The foundation also is sponsoring the following virtual events this month to better equip patients and caregivers (register at > get involved):

• “Flying By the Seat of Our Pants and Other Helpful Coping Strategies” from noon to 1 p.m. Thursday, Nov. 10. Aging and dementia specialist Danuta Lipinska will offer creative and person-centered solutions to successful caregiving as well as tips for self-care and wellbeing.

• “Educating America Tour — California” from noon to 3 p.m. Tuesday, Nov. 15. A series of speakers will discuss topics including future directions in treatment, estate planning and what happens after a dementia diagnosis.

• “Understanding the Path of Those Who Wander” from noon to 2 p.m. Wednesday, Nov. 16. Participants in this professional training will build knowledge on Alzheimer’s disease and explore symptoms that can lead a person to go out in search of something outside of their current setting. The fee is $25.

• “Educating America Tour — Washington, D.C.” from 9 a.m. to noon Tuesday, Nov. 22. A series of speakers will discuss topics including preserving brain health while aging, legal and financial issues, and trends and disparities in risk and diagnosis of dementia.

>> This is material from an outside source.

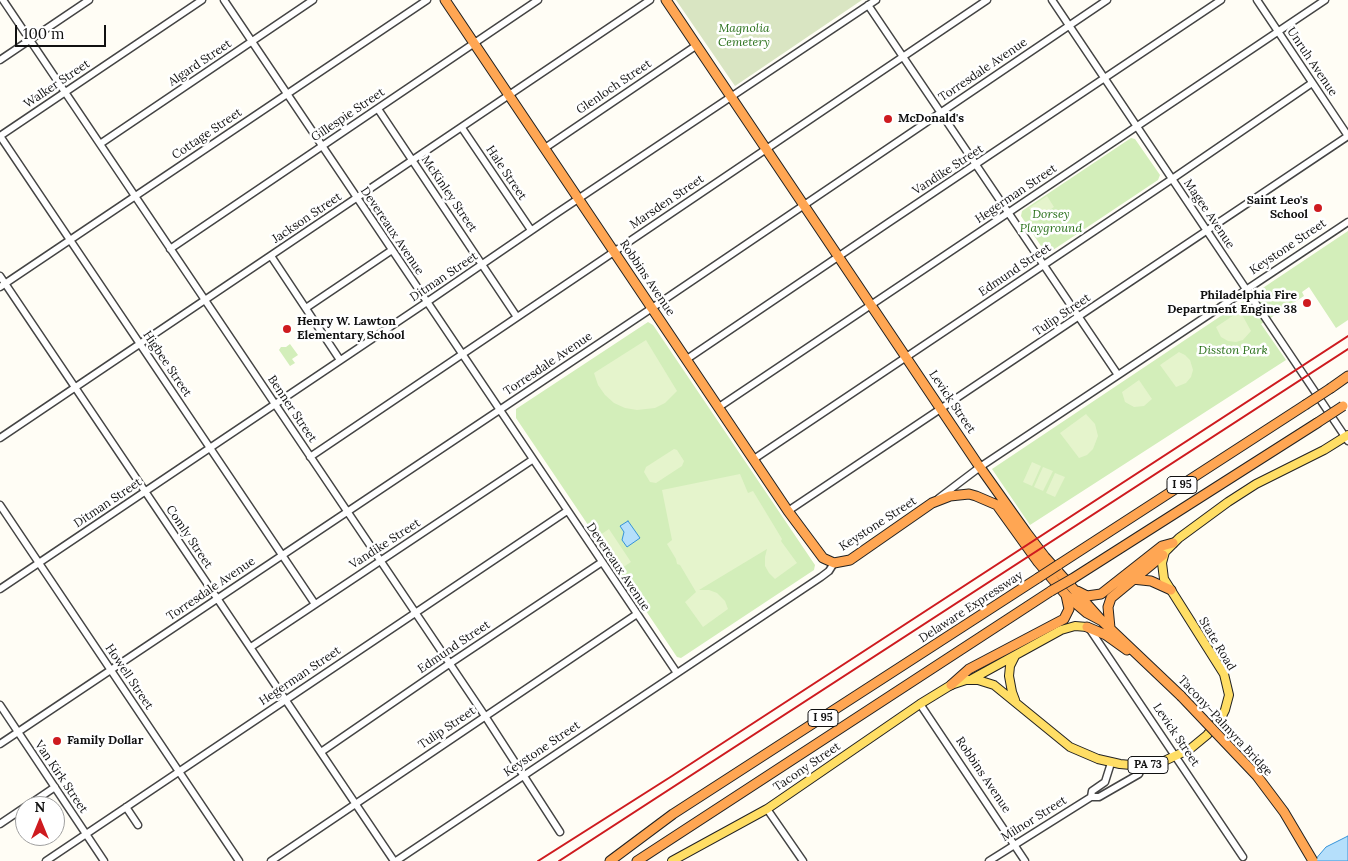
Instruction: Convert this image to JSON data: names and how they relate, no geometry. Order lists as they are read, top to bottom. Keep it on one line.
{"streets":{"highway":["Keystone Street","Robbins Avenue","Levick Street","I 95","Delaware Expressway","Tacony–Palmyra Bridge"],"main road":["State Road","PA 73","Tacony Street"],"street":["Unruh Avenue","Algard Street","Torresdale Avenue","Walker Street","Glenloch Street","Gillespie Street","Cottage Street","Vandike Street","Hale Street","McKinley Street","Hegerman Street","Marsden Street","Magee Avenue","Jackson Street","Devereaux Avenue","Edmund Street","Ditman Street","Tulip Street","Higbee Street","Benner Street","Comly Street","Howell Street","Van Kirk Street","Milnor Street"]},"crossings":[["Unruh Avenue","Hegerman Street"],["Unruh Avenue","Edmund Street"],["Unruh Avenue","Tulip Street"],["Algard Street","Devereaux Avenue"],["Algard Street","Benner Street"],["Torresdale Avenue","Magee Avenue"],["Torresdale Avenue","Devereaux Avenue"],["Torresdale Avenue","Robbins Avenue"],["Torresdale Avenue","Higbee Street"],["Torresdale Avenue","Levick Street"],["Torresdale Avenue","Benner Street"],["Torresdale Avenue","Comly Street"],["Torresdale Avenue","Howell Street"],["Torresdale Avenue","Van Kirk Street"],["Walker Street","Higbee Street"],["Walker Street","Benner Street"],["Glenloch Street","Robbins Avenue"],["Glenloch Street","Levick Street"],["Gillespie Street","McKinley Street"],["Gillespie Street","Devereaux Avenue"],["Gillespie Street","Robbins Avenue"],["Gillespie Street","Benner Street"],["Cottage Street","Devereaux Avenue"],["Cottage Street","Higbee Street"],["Cottage Street","Benner Street"],["Cottage Street","Comly Street"],["Vandike Street","Magee Avenue"],["Vandike Street","Devereaux Avenue"],["Vandike Street","Robbins Avenue"],["Vandike Street","Higbee Street"],["Vandike Street","Levick Street"],["Vandike Street","Benner Street"],["Vandike Street","Comly Street"],["Hale Street","Jackson Street"],["Hale Street","Ditman Street"],["McKinley Street","Marsden Street"],["McKinley Street","Jackson Street"],["McKinley Street","Ditman Street"],["Hegerman Street","Magee Avenue"],["Hegerman Street","Devereaux Avenue"],["Hegerman Street","Robbins Avenue"],["Hegerman Street","Levick Street"],["Hegerman Street","Benner Street"],["Hegerman Street","Comly Street"],["Hegerman Street","Howell Street"],["Hegerman Street","Van Kirk Street"],["Marsden Street","Devereaux Avenue"],["Marsden Street","Robbins Avenue"],["Marsden Street","Levick Street"],["Marsden Street","Benner Street"],["Magee Avenue","Keystone Street"],["Magee Avenue","Edmund Street"],["Magee Avenue","Tulip Street"],["Jackson Street","Devereaux Avenue"],["Jackson Street","Robbins Avenue"],["Jackson Street","Higbee Street"],["Jackson Street","Benner Street"],["Jackson Street","Comly Street"],["Devereaux Avenue","Keystone Street"],["Devereaux Avenue","Edmund Street"],["Devereaux Avenue","Ditman Street"],["Devereaux Avenue","Tulip Street"],["Keystone Street","Robbins Avenue"],["Keystone Street","Levick Street"],["Keystone Street","Benner Street"],["Keystone Street","Comly Street"],["Edmund Street","Robbins Avenue"],["Edmund Street","Levick Street"],["Edmund Street","Benner Street"],["Edmund Street","Comly Street"],["Ditman Street","Robbins Avenue"],["Ditman Street","Higbee Street"],["Ditman Street","Levick Street"],["Ditman Street","Benner Street"],["Ditman Street","Comly Street"],["Ditman Street","Howell Street"],["Robbins Avenue","Tulip Street"],["Robbins Avenue","Tacony Street"],["Robbins Avenue","Milnor Street"],["Tulip Street","Levick Street"],["Tulip Street","Benner Street"],["Tulip Street","Comly Street"],["Levick Street","State Road"],["Levick Street","Tacony–Palmyra Bridge"],["State Road","Milnor Street"]],"parks":["Magnolia Cemetery","Dorsey Playground","Disston Park"],"places":["McDonald's","Saint Leo's School","Philadelphia Fire Department Engine 38","Henry W. Lawton Elementary School","Family Dollar"],"scale_bar":"100 m","north":"top"}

Talking with a loved one about suspected symptoms of Alzheimer’s can be difficult. The Alzheimer’s Association offers these steps to help ease the process:

• Identify what the loved one is doing — or not doing — that’s out of the ordinary and causing concern.

• Assess if there are any health or lifestyle issues that could be a factor, such as family stress or health conditions like diabetes or depression.

• Check if friends and family have noticed any concerning behavior.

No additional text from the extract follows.